**Task item:**
Without the pictures, reproduce the entries below exactly.

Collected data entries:
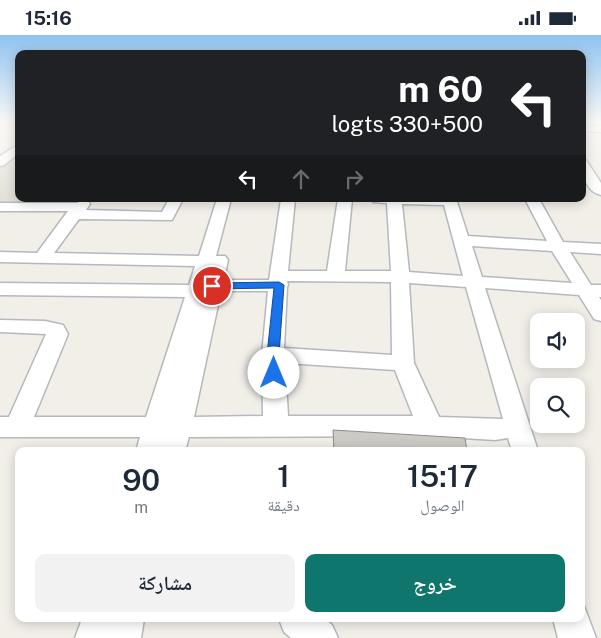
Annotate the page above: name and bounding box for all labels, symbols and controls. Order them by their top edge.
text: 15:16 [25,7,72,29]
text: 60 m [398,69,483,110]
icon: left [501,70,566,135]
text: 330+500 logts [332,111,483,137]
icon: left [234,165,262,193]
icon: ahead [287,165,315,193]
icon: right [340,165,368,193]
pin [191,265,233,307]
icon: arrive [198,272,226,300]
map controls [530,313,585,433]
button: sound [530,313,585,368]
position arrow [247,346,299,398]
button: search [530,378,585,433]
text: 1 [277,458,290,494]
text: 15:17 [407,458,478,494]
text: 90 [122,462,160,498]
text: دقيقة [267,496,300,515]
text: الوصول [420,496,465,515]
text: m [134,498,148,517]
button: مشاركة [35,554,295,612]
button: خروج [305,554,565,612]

**Written response:**
Annotate the page above: name and bounding box for all labels, symbols and controls. Order them by their top edge.
text: 15:16 [25,7,72,29]
text: 60 m [398,69,483,110]
icon: left [501,70,566,135]
text: 330+500 logts [332,111,483,137]
icon: left [234,165,262,193]
icon: ahead [287,165,315,193]
icon: right [340,165,368,193]
pin [191,265,233,307]
icon: arrive [198,272,226,300]
map controls [530,313,585,433]
button: sound [530,313,585,368]
position arrow [247,346,299,398]
button: search [530,378,585,433]
text: 1 [277,458,290,494]
text: 15:17 [407,458,478,494]
text: 90 [122,462,160,498]
text: دقيقة [267,496,300,515]
text: الوصول [420,496,465,515]
text: m [134,498,148,517]
button: مشاركة [35,554,295,612]
button: خروج [305,554,565,612]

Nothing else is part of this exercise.